Helen ist tot. Und doch ist es ihr nicht vergönnt, ins Himmelreich aufzusteigen. Als durchsichtiger Schatten einer einst wunderschönen Frau bleibt sie auf Erden gefangen. Niemand sieht sie und niemand kann sie berühren. Sie ist die stille Muse ihrer »Bewahrer«, allesamt Schriftsteller, denen sie die richtigen Worte einflüstert und die nie etwas von ihrer Existenz erfahren werden. Bis eines Tages ein Siebzehnjähriger ihr Leben verändert: Er blickt Helen direkt ins Gesicht und … er lächelt! Im Körper des Schülers steckt James, ebenfalls eine Lichtgestalt. Er ist fasziniert von Helens Schönheit, und vom ersten Augenblick an wissen die beiden, dass sie füreinander bestimmt sind. Nun müssen sie alles daransetzen, einen menschlichen Körper für Helen zu finden. Eine abenteuerliche Suche beginnt … Helen und James – das neue Traumpaar der übersinnlichen Welt! 

Meinung:

Wow. Ein Buch, das mich völlig vom Hocker gehauen hat!

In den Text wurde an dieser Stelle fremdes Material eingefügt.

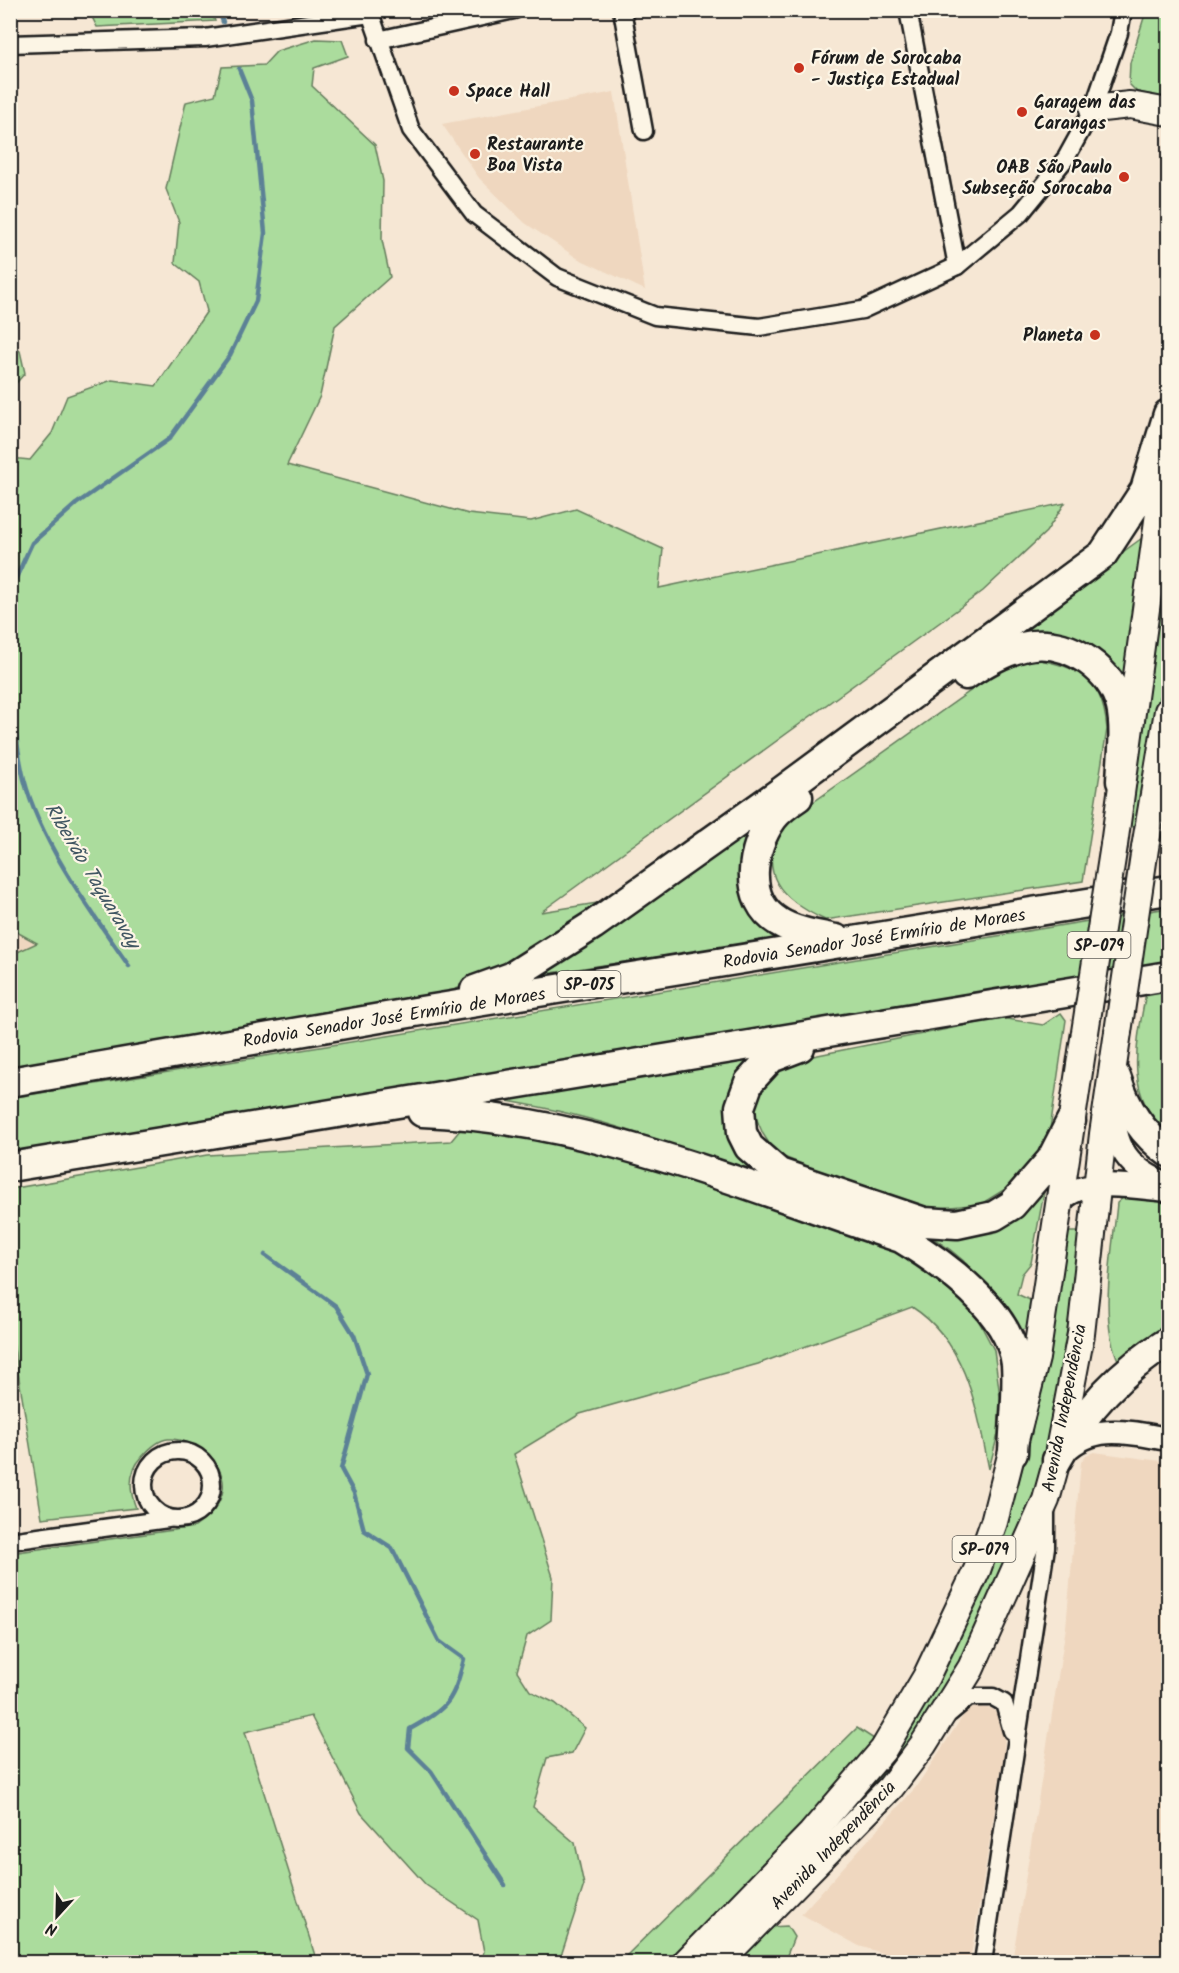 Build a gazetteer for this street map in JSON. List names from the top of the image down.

Erstmal ist das Buch einfach zu lesen, auch wenn mir einige Begriffe fern waren und ich erstmal den Freund und Helfer Herrn G. Oogle Fragen musste.
Besonders gefallen hat mir, dass das Buch sehr realitätsgetreu geschrieben ist.
Der Anfang hat mich wirklich sehr traurig gestimmt. Helen, ganz alleine, niemand sieht sie, keine sozialen Kontakte.. da musste ich wirklich nachdenken und bin erschrocken, weil so ohne Kommunikation... geht nicht!
Sie konnte keine Bedürfnisse befriedigen, ist nachts einsam.. das hat mich echt mitgenommen und schlucken lassen.
Und dann kam da James. Ich habe mich glaube ich noch nie soooo sehr darüber gefreut, dass jemand einen "Seelenverwandten" gefunden hat. In diesem Fall ist es ja realistischer Weise in der echten Welt nicht möglich, aber trotzdem war ich so glücklich, mit Helen.
Weiter im Verlauf, das Buch hat mich mitgerissen, egal, ob spannend, oder Nebengeschichte.
Und dann kommt da Jenny. Ja... wenn man den Vergleicht sieht, dass Helen 150 Jahre alt ist und in einen 15 Jahre alten Körper schlüpft.. muss ein komisches Gefühl sein. Genauso wie keine Erinnerungen zu haben, wirklich schrecklich.
Aber kommen wir zurück zu Jenny. Also, wäre ich Helen gewesen, hätte ich mir spätestens im Park was anderes gesucht, aber gut, jeder das seine.
Natürlich ein Nachteil, den ich gerne ausbaden wollte, die Fehler, die Helen/Jenny begeht, da sie ja das Leben dieses Körpers nicht kennt.
Gut, über die Eltern möchte ich nicht viel schreiben... ich mag sie und besonders ihre Erziehung nicht. Manchmal wäre ich da als Erzieherin gerne ins Buch gehüpft und hätte denen mal ordentlich meine Meinung gegeigt... aber gut, leider nicht möglich... *osjadbfaiüsdgbs* *grummel*

Besonders witzig fand ich den Spruch, dass jeder Erwachsene nochmal darüber nachdenken sollte, sich wirklich zu wünschen, nochmal Jung zu sein... passt wie die Faust aufs Auge. Jung ist doof, aber "alt" auch! :)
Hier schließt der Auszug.